* **AIM OF THE TASK**: Repeat the listing word for word, but skip any pictures.

START INFORMATION PROVIDED

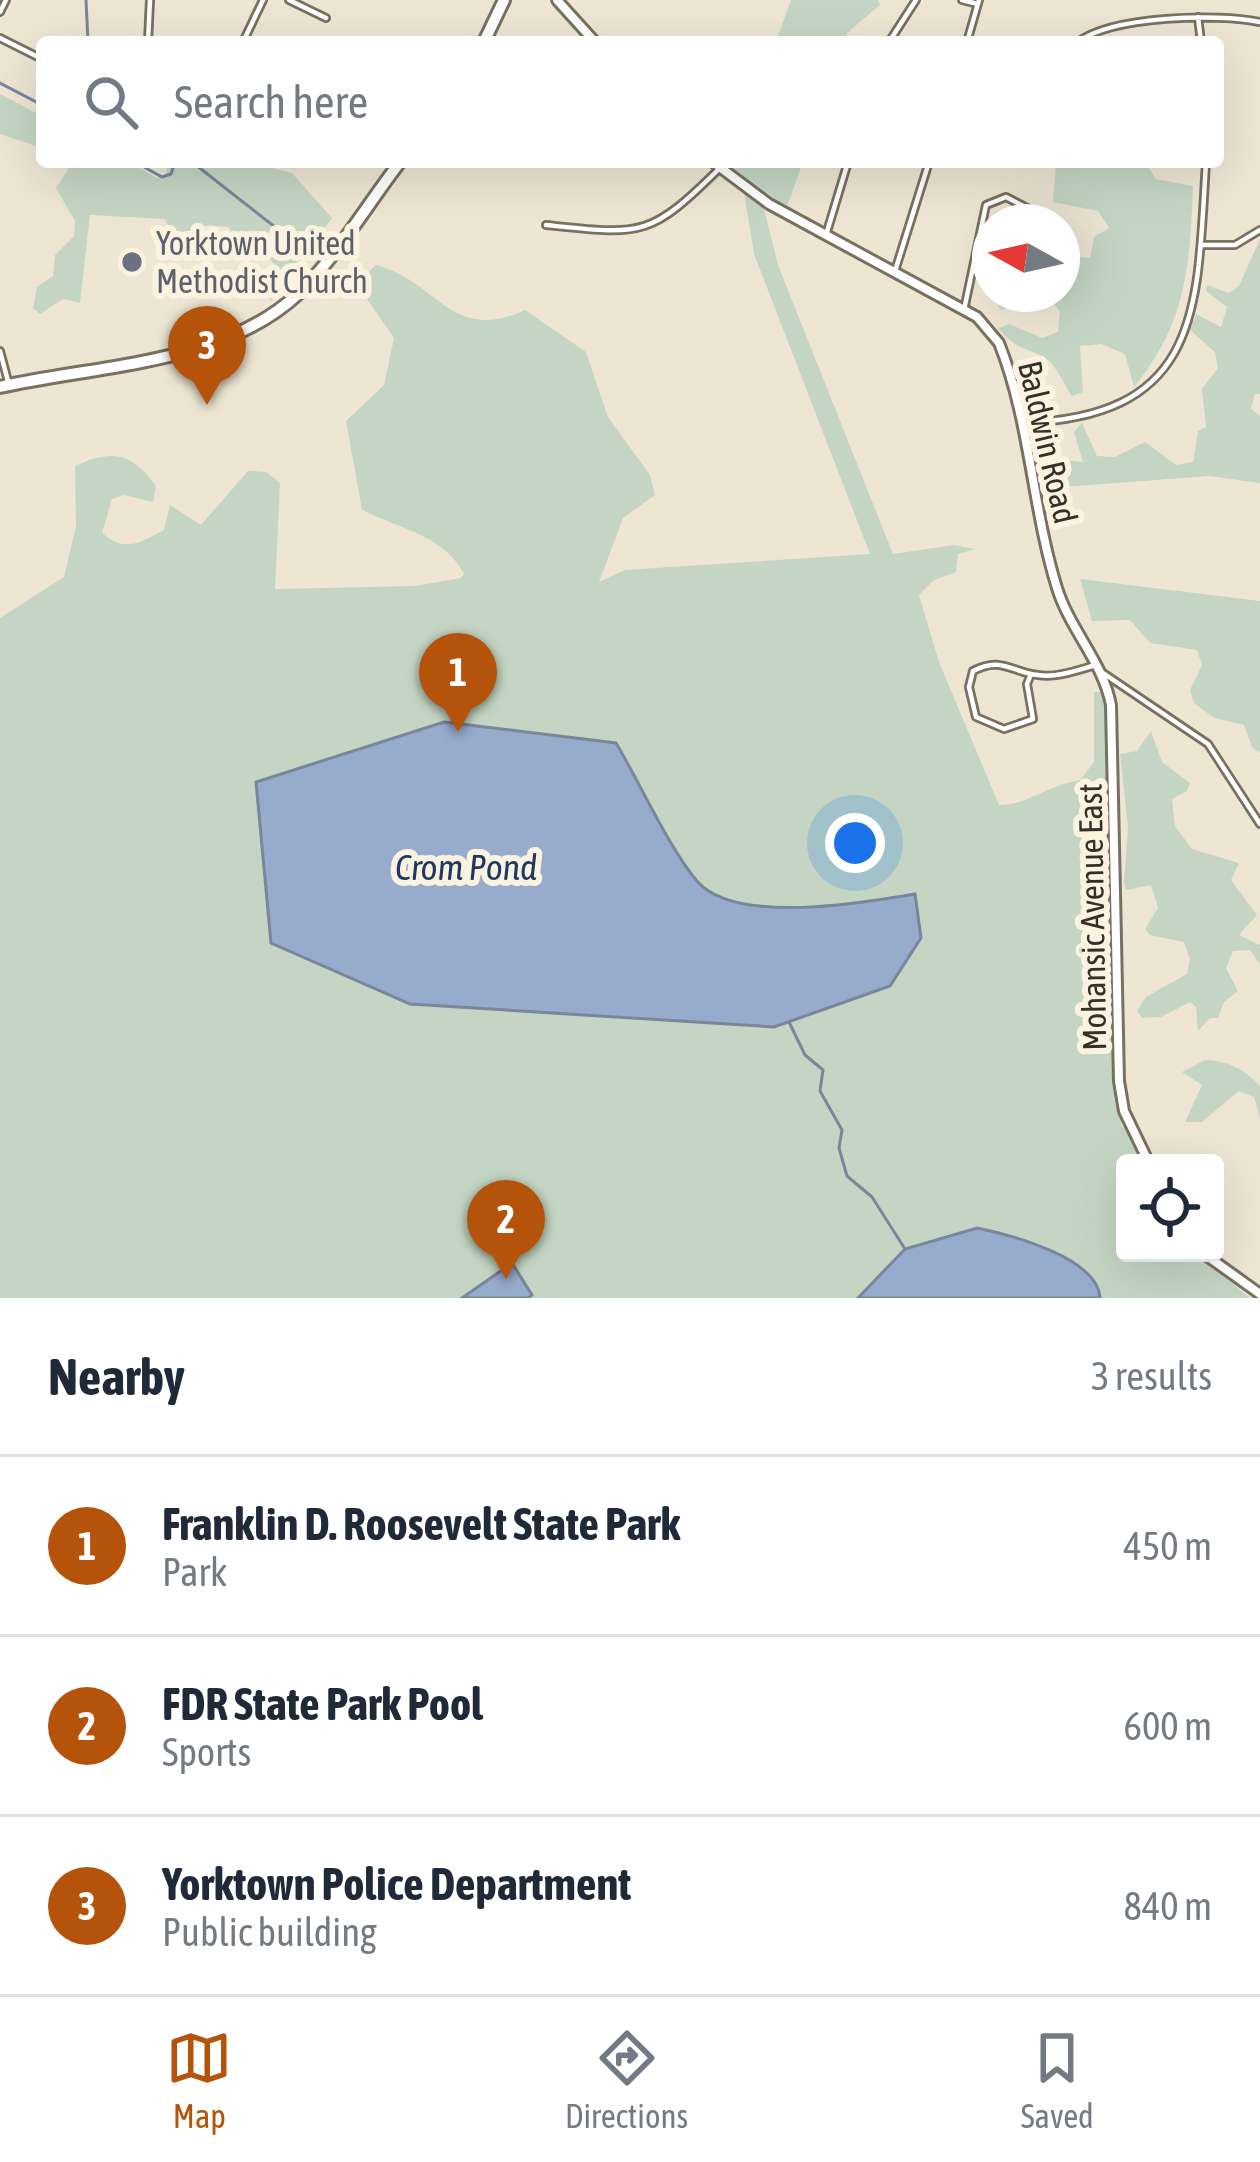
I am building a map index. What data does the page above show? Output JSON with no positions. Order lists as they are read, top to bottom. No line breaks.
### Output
{"streets":{"street":["Baldwin Road","Mohansic Avenue East"]},"crossings":[["Baldwin Road","Mohansic Avenue East"]],"water":["Crom Pond"],"places":["Yorktown United Methodist Church"],"north":"left","page":{"search":"Search here","pins":["3","1","2"],"heading":["Nearby","3 results"],"list":[{"mark":"1","name":"Franklin D. Roosevelt State Park","note":"Park","value":"450 m"},{"mark":"2","name":"FDR State Park Pool","note":"Sports","value":"600 m"},{"mark":"3","name":"Yorktown Police Department","note":"Public building","value":"840 m"}],"nav":["Map","Directions","Saved"]}}
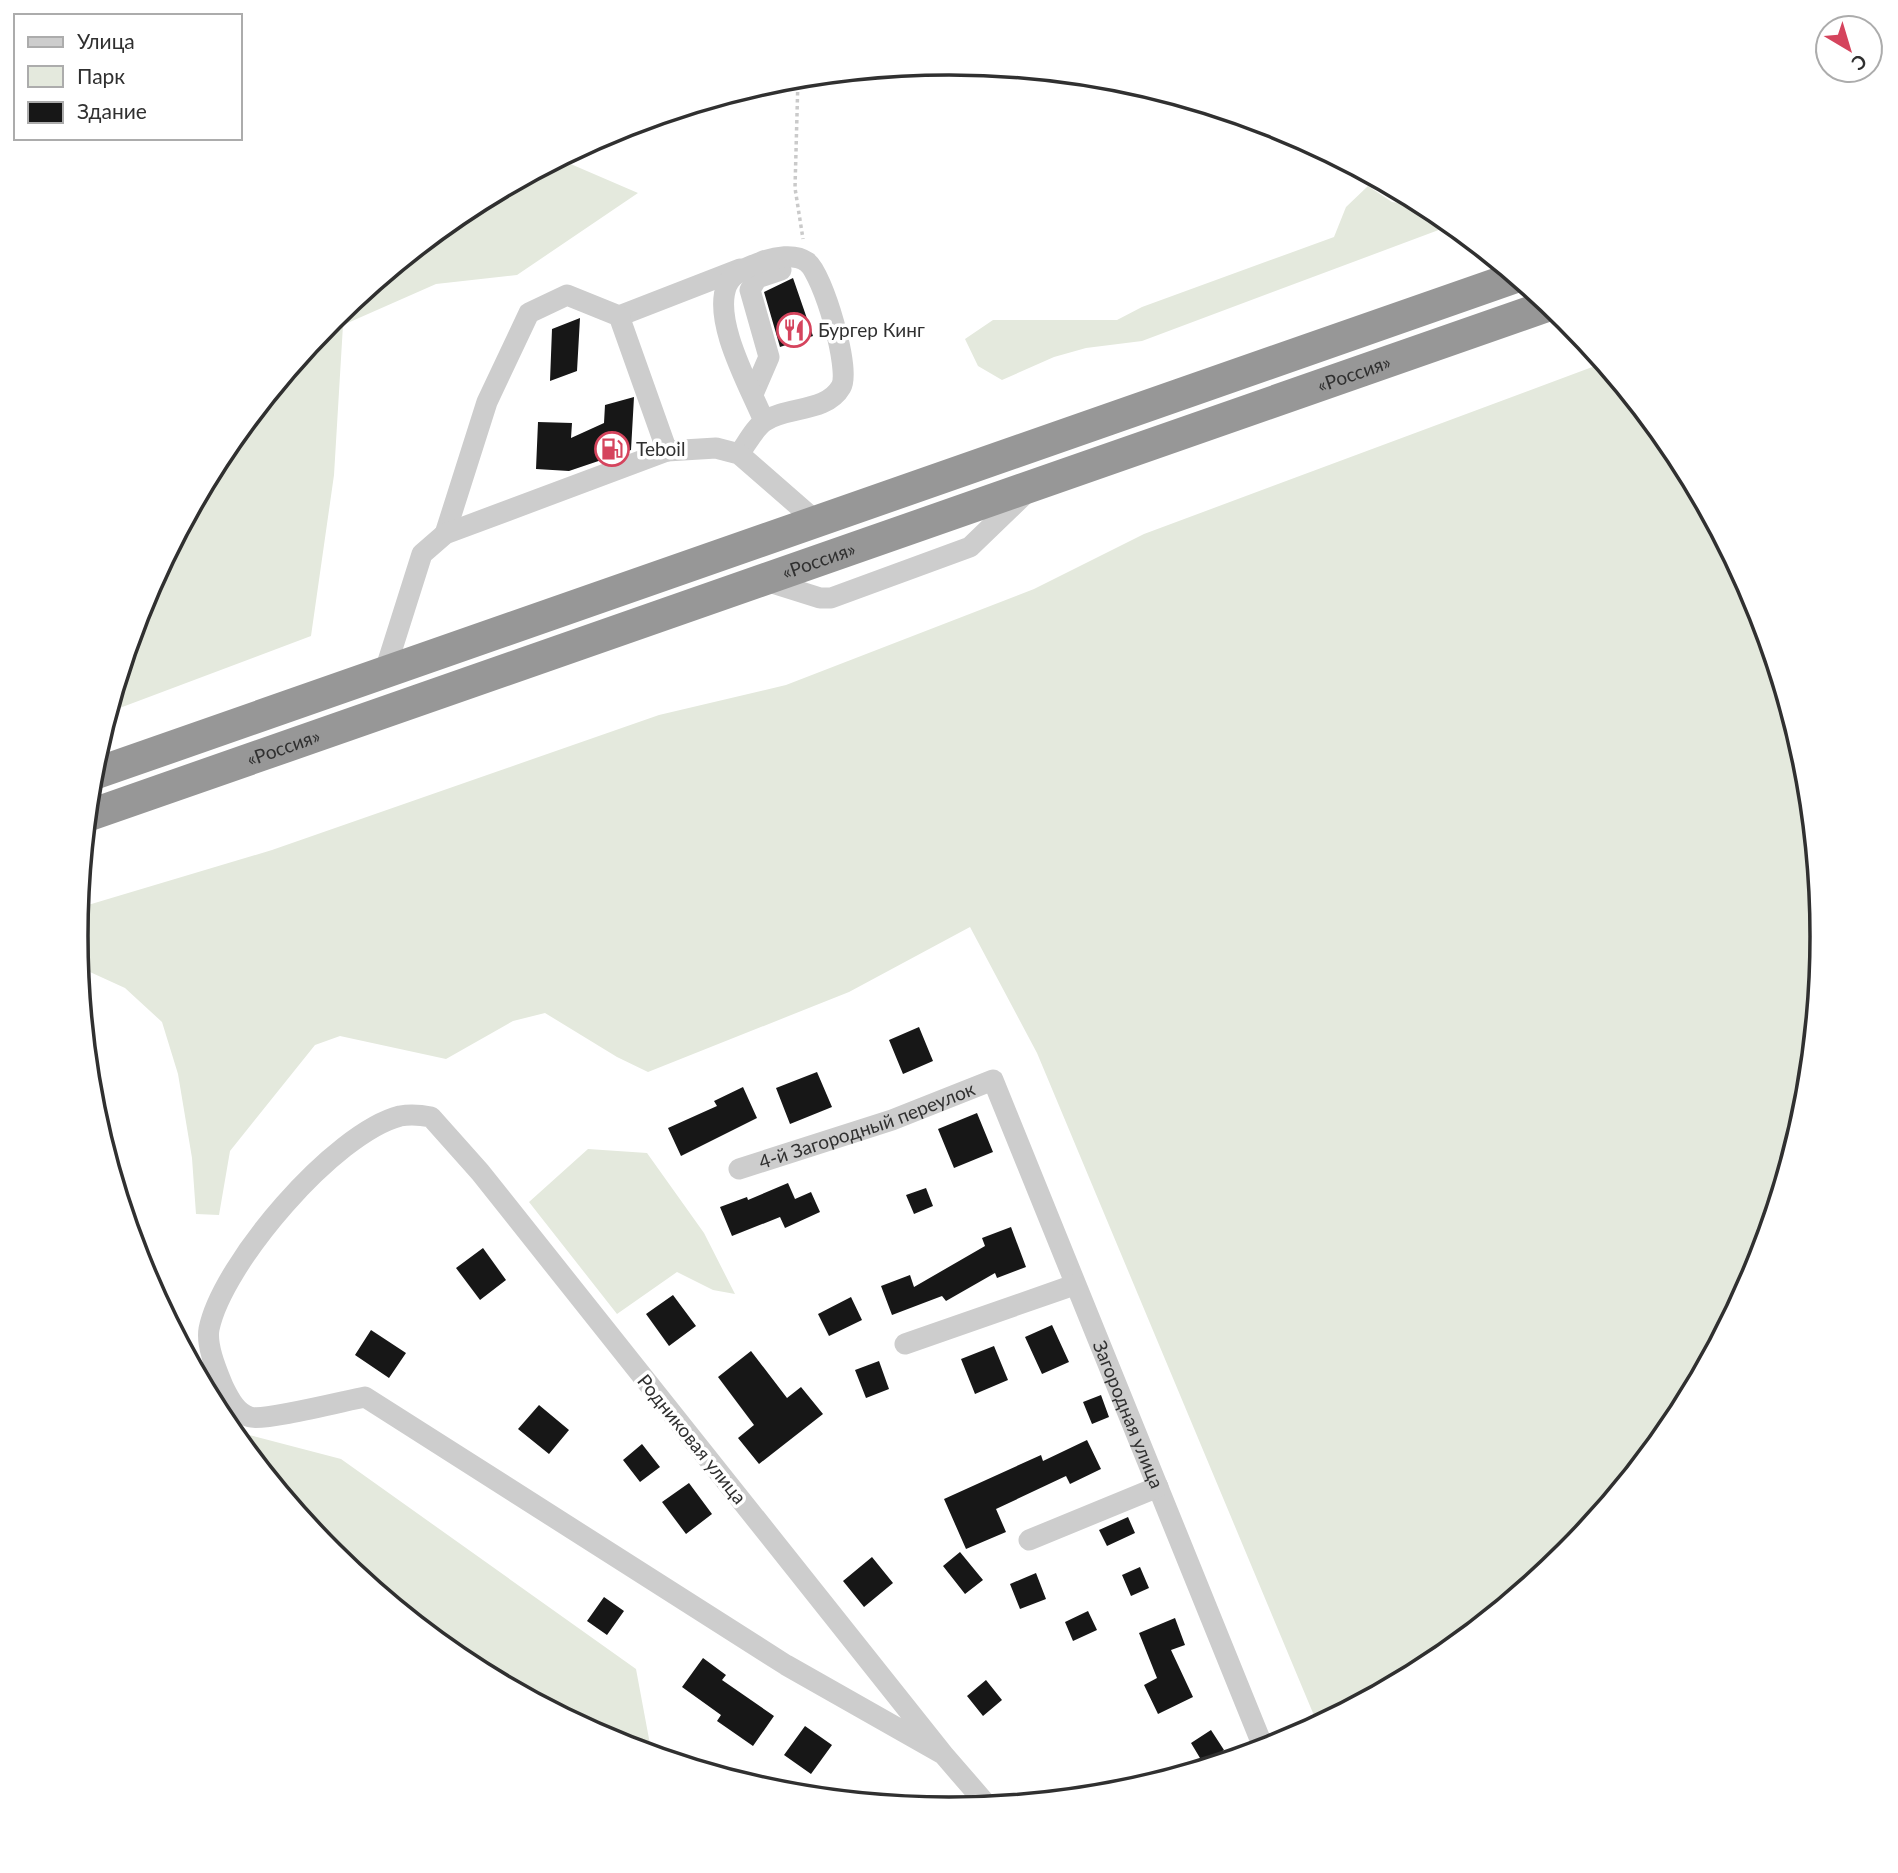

END INFORMATION PROVIDED

* **TASK RESPONSE**:
I am building a map index. What data does the page above show? Output JSON with no positions. Order lists as they are read, top to bottom. No line breaks.
### Output
{"streets":{"street":["Baldwin Road","Mohansic Avenue East"]},"crossings":[["Baldwin Road","Mohansic Avenue East"]],"water":["Crom Pond"],"places":["Yorktown United Methodist Church"],"north":"left","page":{"search":"Search here","pins":["3","1","2"],"heading":["Nearby","3 results"],"list":[{"mark":"1","name":"Franklin D. Roosevelt State Park","note":"Park","value":"450 m"},{"mark":"2","name":"FDR State Park Pool","note":"Sports","value":"600 m"},{"mark":"3","name":"Yorktown Police Department","note":"Public building","value":"840 m"}],"nav":["Map","Directions","Saved"]}}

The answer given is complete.